Segment Start: Supplied records

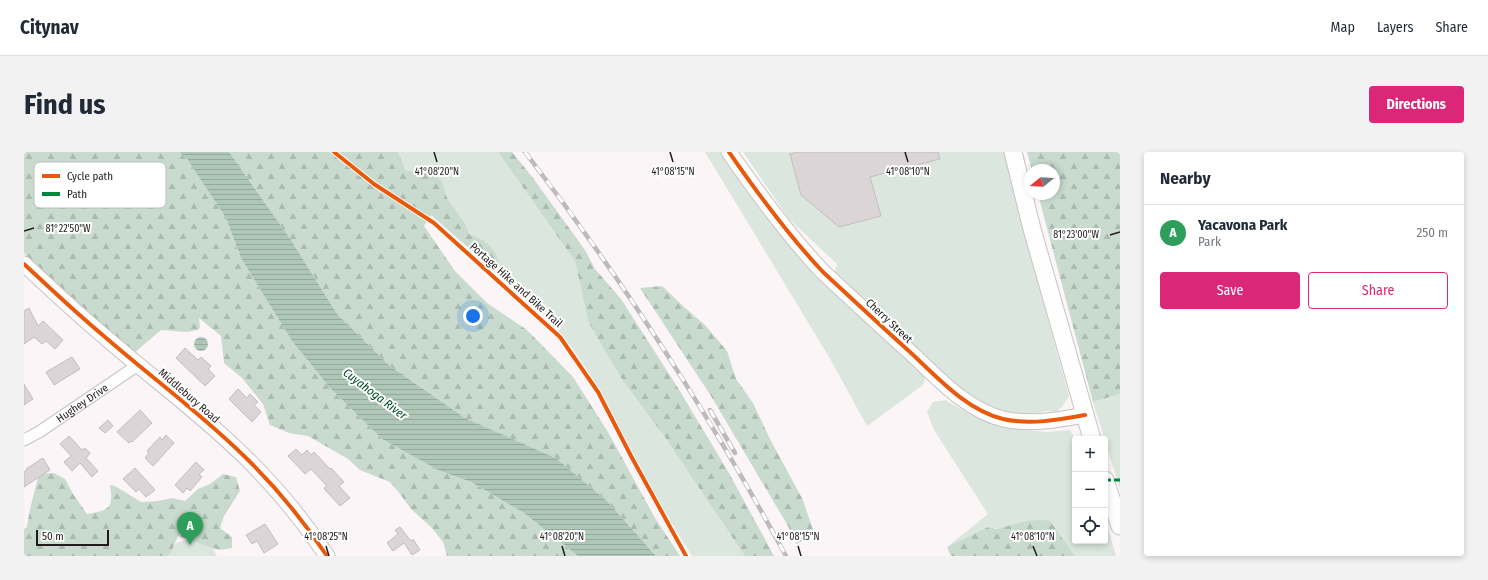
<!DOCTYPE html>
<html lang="en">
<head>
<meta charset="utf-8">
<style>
  body { margin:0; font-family:"Fira Sans Condensed",sans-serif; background:#f2f2f3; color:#1f2937 }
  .controls { position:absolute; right:12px; bottom:12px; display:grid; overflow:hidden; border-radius:4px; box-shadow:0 2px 6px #0003 }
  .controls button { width:36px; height:36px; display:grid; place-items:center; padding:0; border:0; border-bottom:1px solid #e0e1e3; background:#fff; color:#1f2937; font:20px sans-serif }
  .compass { position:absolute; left:1000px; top:12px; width:36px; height:36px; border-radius:50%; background:#fff; box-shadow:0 2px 6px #0003; rotate:252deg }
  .scale { position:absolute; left:12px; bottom:10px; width:73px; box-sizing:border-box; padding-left:4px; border:2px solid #211b1d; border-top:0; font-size:11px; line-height:14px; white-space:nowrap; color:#211b1d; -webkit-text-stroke:3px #fff; paint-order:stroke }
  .you { position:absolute; left:449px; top:164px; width:14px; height:14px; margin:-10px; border:3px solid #fff; border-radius:50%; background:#1a73e8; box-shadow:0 0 0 6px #1a73e833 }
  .badge { display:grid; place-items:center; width:26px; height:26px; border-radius:50%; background:#db2777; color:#fff; font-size:13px; font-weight:700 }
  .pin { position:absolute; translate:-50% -33px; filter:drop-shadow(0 1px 2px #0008) }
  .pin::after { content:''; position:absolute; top:21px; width:14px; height:12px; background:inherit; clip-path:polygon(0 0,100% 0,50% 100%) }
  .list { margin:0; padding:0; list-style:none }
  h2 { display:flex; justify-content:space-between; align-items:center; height:52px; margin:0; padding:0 16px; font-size:17px }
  h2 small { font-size:13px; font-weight:400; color:#747a83 }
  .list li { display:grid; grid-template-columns:26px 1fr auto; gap:12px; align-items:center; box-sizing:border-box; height:56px; padding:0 16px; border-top:1px solid #e0e1e3 }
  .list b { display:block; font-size:15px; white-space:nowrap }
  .list p { margin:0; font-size:13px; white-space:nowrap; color:#747a83 }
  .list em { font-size:13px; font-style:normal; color:#747a83 }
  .actions { display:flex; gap:8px; padding:12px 16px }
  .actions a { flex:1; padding:9px 0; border:1px solid #db2777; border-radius:4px; text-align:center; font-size:14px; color:#db2777 }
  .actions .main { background:#db2777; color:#fff }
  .icon { flex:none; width:22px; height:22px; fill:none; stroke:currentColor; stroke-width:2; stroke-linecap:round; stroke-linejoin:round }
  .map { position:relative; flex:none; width:1096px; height:404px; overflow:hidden; border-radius:4px }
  header { display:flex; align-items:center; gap:24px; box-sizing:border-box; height:56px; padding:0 20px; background:#fff; border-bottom:1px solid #e0e1e3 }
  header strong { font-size:19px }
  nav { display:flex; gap:22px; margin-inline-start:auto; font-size:14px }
  .intro { display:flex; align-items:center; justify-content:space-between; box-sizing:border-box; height:96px; padding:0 24px }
  h1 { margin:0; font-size:28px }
  .button { padding:10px 18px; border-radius:4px; background:#db2777; color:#fff; font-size:14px; font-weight:700 }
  main { display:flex; gap:24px; padding:0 24px }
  aside { flex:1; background:#fff; border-radius:4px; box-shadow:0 2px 6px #0003 }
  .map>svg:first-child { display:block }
  .green { fill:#dbe6de }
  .forest { fill:url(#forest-firs) }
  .water { fill:url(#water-rules) }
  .building { fill:#dbd5d7; stroke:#c3bdbf }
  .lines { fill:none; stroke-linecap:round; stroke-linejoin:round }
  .street-casing { stroke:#c8c3c4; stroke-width:13 }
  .secondary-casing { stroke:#c8c3c4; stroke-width:17 }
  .primary-casing { stroke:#c8c3c4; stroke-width:19 }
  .street { stroke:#fefefe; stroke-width:11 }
  .secondary { stroke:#fefefe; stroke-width:15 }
  .primary { stroke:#fefefe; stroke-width:17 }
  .rail-casing { stroke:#bcbabb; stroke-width:4.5 }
  .rail { stroke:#fff; stroke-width:3; stroke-dasharray:9; stroke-linecap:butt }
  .quiet { stroke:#00873e; stroke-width:3; stroke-dasharray:6 3; stroke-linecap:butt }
  .cycleway-casing { stroke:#fff; stroke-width:6 }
  .cycleway { stroke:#e8590c; stroke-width:4 }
  .ticks { fill:none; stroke:#211b1d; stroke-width:1.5 }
  .labels { text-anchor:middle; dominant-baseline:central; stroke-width:4; stroke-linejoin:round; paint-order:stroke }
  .street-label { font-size:11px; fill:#211b1d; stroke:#fff }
  .water-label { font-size:12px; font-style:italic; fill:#01482a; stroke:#fff }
  .key { fill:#fff; stroke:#bcbbbb; stroke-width:1 }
  .key-label { font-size:11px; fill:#211b1d }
  .ticks-label { font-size:10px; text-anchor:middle; fill:#211b1d; stroke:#fff; stroke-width:4; stroke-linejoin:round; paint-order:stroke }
</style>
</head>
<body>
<header>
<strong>Citynav</strong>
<nav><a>Map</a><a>Layers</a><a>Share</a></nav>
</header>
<div class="intro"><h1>Find us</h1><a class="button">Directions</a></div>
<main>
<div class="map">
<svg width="1096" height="404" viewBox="0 0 1096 404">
  <defs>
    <pattern id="forest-firs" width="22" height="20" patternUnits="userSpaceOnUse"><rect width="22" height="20" fill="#c8dbce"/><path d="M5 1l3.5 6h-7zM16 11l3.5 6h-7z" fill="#acbbb0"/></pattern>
    <pattern id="water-rules" width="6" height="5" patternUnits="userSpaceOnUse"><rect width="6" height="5" fill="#aec7b7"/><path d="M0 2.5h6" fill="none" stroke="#95aa9d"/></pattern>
  </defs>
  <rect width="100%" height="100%" fill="#fbf5f7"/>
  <path class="green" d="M374,0h100l77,109 13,60 11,20 24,40 41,55 81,120h-53l-21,-34 -10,-14 -62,-119 -21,-33 -25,-33 -59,-51 5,-9 -18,-24 -12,-5 -4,-11 -18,-25 -5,-17 -15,-11 -21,1z
    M681,0h20l10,14 188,206 2,7 -2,6 -56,41 -38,-69z
    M719,0h261l33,128 32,116 -7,11 -6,5 -10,-1 -14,4 -30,-4 -14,-4 -34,-21 -120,-112 3,-10 -48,-45z
    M1096,242v95l-27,-87z
    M921,248l28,16 39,12 35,4 23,-2 5,9v102h30v-23l11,38h-41l-13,-17 -74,-12 -41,20 41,-33 -54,-84 -7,-18 6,-10z
    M181,382l12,22h-81z"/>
  <path class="forest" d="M0,0h155l8,7 39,59 15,40 51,83 38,47 52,51 56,31 33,12 53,31 54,43h-131l-4,-14 -11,-14 -21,-19 -11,-15 -10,-12 -30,-12 -12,-11 -40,-23 -19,-3 -19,-8 -7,-21 -21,-26 -18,-15 -3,-27 -22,-18 1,9 -2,3 -12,2 -25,-2 -27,23 -63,-55 -47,-45z
    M205,0h169l8,19 21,-1 15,11 5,17 18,25 4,11c17,6 25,12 30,29l-5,7 -63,-55 -7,11 31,45 32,32 40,27 46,47 35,55 47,86 25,38h-24l-48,-54 -52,-44 -91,-40 -75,-52 -53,-52 -46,-74z
    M474,0h14l21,26 52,72 10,19 26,30 57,89 51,85 45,83h-29l-81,-120 -41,-55 -24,-40 -11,-20 -13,-60z
    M1003,0h93v242l-27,8 -55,-208h16v-24h-22z
    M638,134l22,21 21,18 22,26 9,28 17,24 18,38 32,59 12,36 -19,8 -8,-18 -77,-130 -71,-108z
    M30,321l11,6 8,15 14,20c22,-4 27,-5 23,-29l5,1 26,16 17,-1 14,-3 13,3 13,-12 12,-5 13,-10 13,3 4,14 -16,25 -4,12 12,9v11l-13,2 -41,-14 -7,16 -4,4h-143v-27l3,-2 3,-18 9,-35z
    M1019,368l7,1 25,35h-124l-4,-9 41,-20 9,2 30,-8z"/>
  <path class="water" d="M155,0h50l62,88 46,74 53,52 75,52 91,40 52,44 48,54h-78l-54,-43 -53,-31 -33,-12 -56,-31 -52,-51 -38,-47 -51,-83 -15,-40 -39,-59z
    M170 192a7 7 0 1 1 14 0a7 7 0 1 1-14 0Z"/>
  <path class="building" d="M774,0h140l2,7 -70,18 11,39 -42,11 -38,-32 -11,-41z
    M5,156l9,18 5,-5 20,19 -8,9 -9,-8 -4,3 -8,-7 -10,7v-33z
    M161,196l13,12 3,-3 10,9 -3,3 7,7 -10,10 -29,-28z
    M48,205l8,12 -26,16 -8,-13z
    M0,232l9,15 -9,6z
    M214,237l9,9 3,-4 8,8 -4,3 7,7 -9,10 -23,-23z
    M116,258l12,13 -20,19 -1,-1 -2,2 -12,-11z
    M84,268l5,6 -8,7 -6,-5z
    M142,283l8,8 -21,23 -8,-8 4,-5 -2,-2 13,-14 2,3z
    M45,284l13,14 3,-2 5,5 -4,5 12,13 -6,6 -12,-14 -8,8 -8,-9 7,-6 -11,-12z
    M272,297l6,6 5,-5 4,5 3,-3 16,17 1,-1 13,14 -5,4 11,12 -10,8 -14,-15 -2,-3 3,-2 -16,-17 -6,5 -17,-18z
    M19,306l7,12 -26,17v-15l3,-2 -1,-1z
    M172,310l8,8 -5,4 3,3 -12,14 -3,-3 -4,5 -8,-8z
    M111,316l20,22 -9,7 -7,-8 -3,3 -13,-13z
    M241,372l13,20 -14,9 -7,-12 -5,3 -6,-9z
    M376,375l11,14 2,-2 7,11 -8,5 -8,-12 -11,8 -6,-8 11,-9 -3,-4z"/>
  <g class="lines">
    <defs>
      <g id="street">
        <path id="s1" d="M0,288l15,-8 99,-67"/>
      </g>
      <path id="secondary" d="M705,0c29,42 59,83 94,120 29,27 58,54 87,80 27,25 56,58 93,67 27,6 55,1 82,-4
        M0,112c27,25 53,50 81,73 46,40 95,76 139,119 31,30 59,64 83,100"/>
      <path id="primary" d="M989,0l19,77 60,210
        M1081,328l15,46"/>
    </defs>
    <use href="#street" class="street-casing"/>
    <use href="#secondary" class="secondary-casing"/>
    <use href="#primary" class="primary-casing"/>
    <use href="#street" class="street"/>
    <use href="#secondary" class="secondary"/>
    <use href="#primary" class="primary"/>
    <defs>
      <path id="rail" d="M501,0c98,128 184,262 261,404
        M686,258l25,43"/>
    </defs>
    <use href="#rail" class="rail-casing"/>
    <use href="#rail" class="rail"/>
    <path class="quiet" d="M1081,328h15"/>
    <defs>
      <path id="cycleway" d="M310,0l40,32 60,39 126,114 38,55 33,64 55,100
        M705,0c29,42 59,83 94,120 29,27 58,54 87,80 27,25 56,58 93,67 27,6 55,1 82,-4
        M0,112c27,25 53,50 81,73 46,40 95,76 139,119 31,30 59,64 83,100"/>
    </defs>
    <use href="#cycleway" class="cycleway-casing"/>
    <use href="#cycleway" class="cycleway"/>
  </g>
  <path class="ticks" d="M410,0l3,10M646,0l3,10M881,0l3,10M0,79l10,-3M1086,83l10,-3M302,394l3,10M538,394l3,10M774,394l3,10M1009,394l4,10"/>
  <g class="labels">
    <g class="street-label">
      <text transform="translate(492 133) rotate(42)">Portage Hike and Bike Trail</text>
      <text transform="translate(865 169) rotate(43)">Cherry Street</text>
      <text transform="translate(165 244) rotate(41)">Middlebury Road</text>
      <text stroke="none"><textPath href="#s1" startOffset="69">Hughey Drive</textPath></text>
    </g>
    <g class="water-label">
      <text transform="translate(351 242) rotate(37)">Cuyahoga River</text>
    </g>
  </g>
  <rect x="10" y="10" width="132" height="46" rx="6" class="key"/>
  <rect x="18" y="22" width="18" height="4" fill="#e8590c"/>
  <rect x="18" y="40" width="18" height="4" fill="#00873e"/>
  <g class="key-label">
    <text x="43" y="28">Cycle path</text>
    <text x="43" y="46">Path</text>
  </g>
  <g class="ticks-label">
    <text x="413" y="23">41°08'20"N</text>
    <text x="649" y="23">41°08'15"N</text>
    <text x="884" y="23">41°08'10"N</text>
    <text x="44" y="80">81°22'50"W</text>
    <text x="1052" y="86">81°23'00"W</text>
    <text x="302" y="388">41°08'25"N</text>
    <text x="538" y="388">41°08'20"N</text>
    <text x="774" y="388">41°08'15"N</text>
    <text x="1009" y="388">41°08'10"N</text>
  </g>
</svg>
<div class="controls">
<button>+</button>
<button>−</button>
<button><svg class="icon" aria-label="locate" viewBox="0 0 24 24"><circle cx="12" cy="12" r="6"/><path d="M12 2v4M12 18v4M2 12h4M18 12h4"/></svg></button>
</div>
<svg class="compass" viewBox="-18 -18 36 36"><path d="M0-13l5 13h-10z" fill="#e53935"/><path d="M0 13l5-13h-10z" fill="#747a83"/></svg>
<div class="scale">50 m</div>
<div class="you"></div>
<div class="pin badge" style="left:166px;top:393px;background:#2e9e5b">A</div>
</div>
<aside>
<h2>Nearby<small></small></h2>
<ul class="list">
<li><span class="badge" style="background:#2e9e5b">A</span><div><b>Yacavona Park</b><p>Park</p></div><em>250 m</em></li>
</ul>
<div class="actions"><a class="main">Save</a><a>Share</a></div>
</aside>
</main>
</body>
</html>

Segment End: Supplied records

◆ Exercise ◆
Wherever a line in the material contains "place", count it; the answer is the number alone.

◆ Task result ◆
2